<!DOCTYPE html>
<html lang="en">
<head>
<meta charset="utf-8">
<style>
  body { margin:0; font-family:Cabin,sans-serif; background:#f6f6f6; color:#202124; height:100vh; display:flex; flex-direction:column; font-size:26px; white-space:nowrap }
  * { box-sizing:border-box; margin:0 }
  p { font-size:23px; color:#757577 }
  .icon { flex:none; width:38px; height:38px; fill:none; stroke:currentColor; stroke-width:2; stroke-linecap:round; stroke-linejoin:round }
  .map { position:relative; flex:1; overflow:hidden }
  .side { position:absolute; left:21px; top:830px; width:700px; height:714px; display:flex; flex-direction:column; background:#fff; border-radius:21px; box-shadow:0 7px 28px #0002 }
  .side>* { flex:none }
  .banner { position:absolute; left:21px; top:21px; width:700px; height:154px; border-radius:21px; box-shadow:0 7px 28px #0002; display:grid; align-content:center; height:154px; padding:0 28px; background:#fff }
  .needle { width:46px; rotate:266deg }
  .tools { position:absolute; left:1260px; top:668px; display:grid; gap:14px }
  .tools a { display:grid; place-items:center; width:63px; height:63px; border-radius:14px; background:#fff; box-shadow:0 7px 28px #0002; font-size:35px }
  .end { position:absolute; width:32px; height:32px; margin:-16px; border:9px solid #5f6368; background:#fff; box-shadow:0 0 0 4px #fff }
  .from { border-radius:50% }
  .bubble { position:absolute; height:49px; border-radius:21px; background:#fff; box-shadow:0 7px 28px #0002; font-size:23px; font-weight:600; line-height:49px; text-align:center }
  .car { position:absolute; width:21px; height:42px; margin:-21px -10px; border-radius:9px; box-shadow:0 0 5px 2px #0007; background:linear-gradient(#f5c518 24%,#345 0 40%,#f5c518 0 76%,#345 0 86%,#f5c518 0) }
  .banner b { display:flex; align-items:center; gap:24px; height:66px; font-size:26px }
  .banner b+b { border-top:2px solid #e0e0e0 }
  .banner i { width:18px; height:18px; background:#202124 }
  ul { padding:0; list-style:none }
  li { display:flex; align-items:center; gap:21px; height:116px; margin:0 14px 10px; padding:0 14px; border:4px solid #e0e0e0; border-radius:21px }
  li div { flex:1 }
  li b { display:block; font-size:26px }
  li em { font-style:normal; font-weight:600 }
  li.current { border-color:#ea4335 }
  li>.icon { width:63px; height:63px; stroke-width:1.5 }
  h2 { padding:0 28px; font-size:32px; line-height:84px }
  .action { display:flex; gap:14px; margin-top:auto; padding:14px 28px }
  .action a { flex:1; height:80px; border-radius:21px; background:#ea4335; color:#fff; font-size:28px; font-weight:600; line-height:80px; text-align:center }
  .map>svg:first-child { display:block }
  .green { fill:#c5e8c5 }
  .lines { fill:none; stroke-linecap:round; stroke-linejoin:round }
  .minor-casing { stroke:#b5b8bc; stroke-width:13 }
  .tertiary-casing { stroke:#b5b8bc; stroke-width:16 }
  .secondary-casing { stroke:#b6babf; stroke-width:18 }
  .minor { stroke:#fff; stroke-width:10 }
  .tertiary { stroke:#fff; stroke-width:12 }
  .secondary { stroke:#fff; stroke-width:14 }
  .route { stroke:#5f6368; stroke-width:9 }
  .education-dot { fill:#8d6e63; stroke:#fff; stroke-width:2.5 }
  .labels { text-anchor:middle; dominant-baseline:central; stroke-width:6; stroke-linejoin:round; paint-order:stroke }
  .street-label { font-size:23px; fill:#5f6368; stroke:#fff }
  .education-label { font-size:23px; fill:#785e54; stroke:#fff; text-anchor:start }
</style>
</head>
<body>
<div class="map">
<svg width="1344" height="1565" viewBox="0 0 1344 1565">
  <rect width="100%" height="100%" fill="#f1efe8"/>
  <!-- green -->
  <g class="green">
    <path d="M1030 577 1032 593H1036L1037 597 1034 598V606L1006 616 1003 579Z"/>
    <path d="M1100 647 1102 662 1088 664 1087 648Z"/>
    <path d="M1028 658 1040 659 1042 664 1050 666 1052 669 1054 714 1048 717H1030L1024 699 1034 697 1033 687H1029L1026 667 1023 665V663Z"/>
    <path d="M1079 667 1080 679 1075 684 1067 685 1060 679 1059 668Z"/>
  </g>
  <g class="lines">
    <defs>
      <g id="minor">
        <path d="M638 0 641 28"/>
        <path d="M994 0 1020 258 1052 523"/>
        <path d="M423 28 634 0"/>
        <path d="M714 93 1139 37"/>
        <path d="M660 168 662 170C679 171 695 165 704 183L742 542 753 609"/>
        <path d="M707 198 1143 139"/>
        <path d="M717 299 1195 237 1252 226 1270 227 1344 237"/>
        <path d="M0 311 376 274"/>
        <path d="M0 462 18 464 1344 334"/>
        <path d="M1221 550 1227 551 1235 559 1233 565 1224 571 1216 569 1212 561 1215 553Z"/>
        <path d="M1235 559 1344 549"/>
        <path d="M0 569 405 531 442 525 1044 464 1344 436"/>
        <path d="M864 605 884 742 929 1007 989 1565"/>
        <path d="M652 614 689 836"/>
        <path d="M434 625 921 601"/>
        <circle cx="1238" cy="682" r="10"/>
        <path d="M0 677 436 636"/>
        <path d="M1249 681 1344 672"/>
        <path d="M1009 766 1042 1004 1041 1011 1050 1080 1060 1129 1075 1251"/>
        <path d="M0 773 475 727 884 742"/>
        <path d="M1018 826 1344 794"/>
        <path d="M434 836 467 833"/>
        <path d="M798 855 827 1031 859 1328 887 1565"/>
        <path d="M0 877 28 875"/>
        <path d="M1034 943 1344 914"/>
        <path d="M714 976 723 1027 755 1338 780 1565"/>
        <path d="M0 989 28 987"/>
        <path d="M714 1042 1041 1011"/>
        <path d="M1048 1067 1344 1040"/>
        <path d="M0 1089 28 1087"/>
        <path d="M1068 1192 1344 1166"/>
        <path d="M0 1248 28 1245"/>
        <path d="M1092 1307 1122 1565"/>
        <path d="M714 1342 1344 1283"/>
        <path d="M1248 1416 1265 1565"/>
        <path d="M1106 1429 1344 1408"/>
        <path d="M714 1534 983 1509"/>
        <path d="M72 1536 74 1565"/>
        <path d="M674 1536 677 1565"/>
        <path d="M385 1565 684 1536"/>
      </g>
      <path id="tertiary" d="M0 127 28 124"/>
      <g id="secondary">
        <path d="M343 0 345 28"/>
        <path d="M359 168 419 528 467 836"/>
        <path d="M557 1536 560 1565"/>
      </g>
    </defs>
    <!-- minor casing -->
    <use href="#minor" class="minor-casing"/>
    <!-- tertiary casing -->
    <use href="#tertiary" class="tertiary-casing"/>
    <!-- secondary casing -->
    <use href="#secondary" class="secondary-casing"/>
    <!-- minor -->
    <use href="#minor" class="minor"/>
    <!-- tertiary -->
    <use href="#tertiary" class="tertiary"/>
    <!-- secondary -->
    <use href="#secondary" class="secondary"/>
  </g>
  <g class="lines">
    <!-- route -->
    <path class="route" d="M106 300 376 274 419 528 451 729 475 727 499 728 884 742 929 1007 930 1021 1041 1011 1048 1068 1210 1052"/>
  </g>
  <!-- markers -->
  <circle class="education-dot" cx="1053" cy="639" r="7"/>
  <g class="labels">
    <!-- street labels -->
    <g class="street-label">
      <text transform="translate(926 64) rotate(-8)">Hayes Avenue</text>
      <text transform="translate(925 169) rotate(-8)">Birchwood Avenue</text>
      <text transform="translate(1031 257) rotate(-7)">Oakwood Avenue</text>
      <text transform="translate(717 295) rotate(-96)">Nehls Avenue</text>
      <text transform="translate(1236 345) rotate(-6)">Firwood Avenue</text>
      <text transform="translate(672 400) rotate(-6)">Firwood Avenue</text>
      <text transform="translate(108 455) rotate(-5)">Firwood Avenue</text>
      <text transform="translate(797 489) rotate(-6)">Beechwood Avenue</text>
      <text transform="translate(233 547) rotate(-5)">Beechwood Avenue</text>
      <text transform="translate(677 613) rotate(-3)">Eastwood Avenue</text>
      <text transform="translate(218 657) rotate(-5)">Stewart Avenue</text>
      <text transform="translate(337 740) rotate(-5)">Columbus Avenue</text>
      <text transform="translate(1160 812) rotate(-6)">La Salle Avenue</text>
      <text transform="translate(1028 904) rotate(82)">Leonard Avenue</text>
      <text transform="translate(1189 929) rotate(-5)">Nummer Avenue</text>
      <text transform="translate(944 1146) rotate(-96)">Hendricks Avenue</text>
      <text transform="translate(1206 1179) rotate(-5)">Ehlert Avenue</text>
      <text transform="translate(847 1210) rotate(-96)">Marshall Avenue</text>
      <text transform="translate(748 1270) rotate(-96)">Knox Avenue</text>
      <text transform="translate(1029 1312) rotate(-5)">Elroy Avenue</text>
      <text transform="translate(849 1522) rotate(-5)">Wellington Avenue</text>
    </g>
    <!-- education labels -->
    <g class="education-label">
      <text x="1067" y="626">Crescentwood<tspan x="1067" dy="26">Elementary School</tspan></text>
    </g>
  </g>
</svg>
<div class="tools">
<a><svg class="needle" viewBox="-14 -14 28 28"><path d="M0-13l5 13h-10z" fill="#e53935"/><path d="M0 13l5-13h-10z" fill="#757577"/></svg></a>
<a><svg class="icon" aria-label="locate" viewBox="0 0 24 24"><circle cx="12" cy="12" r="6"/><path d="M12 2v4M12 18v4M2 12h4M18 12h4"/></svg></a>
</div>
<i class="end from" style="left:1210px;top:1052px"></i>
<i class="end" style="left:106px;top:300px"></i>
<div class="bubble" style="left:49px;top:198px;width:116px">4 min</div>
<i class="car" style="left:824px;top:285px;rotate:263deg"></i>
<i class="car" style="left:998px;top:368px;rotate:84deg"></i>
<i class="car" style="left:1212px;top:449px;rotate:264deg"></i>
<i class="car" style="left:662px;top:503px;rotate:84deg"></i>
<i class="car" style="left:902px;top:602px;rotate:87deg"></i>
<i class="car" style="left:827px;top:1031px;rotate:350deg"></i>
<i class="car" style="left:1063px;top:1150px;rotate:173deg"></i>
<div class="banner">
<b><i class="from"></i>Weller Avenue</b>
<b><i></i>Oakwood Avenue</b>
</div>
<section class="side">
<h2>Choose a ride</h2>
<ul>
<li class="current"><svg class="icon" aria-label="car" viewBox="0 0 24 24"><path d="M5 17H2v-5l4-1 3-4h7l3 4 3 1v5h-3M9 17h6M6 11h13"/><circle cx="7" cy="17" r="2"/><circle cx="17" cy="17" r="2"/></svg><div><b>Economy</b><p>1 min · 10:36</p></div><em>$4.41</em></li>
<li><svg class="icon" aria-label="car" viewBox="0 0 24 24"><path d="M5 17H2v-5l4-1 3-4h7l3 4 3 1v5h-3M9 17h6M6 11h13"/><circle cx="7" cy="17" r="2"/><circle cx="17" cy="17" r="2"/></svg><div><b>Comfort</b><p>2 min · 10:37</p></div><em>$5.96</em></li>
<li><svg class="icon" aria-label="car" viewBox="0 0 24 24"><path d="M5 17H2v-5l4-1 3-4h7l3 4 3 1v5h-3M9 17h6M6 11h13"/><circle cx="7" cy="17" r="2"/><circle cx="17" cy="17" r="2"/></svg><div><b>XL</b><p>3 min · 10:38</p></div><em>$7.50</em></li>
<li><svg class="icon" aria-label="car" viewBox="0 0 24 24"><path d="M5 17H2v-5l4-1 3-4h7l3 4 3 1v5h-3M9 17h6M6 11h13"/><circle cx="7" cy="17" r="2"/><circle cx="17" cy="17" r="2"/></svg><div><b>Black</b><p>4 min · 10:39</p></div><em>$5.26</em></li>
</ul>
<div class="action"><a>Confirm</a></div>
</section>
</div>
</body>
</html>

══════════════════════════════

_WHAT IS EXPECTED_
Show every line in the records above that contains the word "linecap".

_ANSWER SPACE_
  .icon { flex:none; width:38px; height:38px; fill:none; stroke:currentColor; stroke-width:2; stroke-linecap:round; stroke-linejoin:round }
  .lines { fill:none; stroke-linecap:round; stroke-linejoin:round }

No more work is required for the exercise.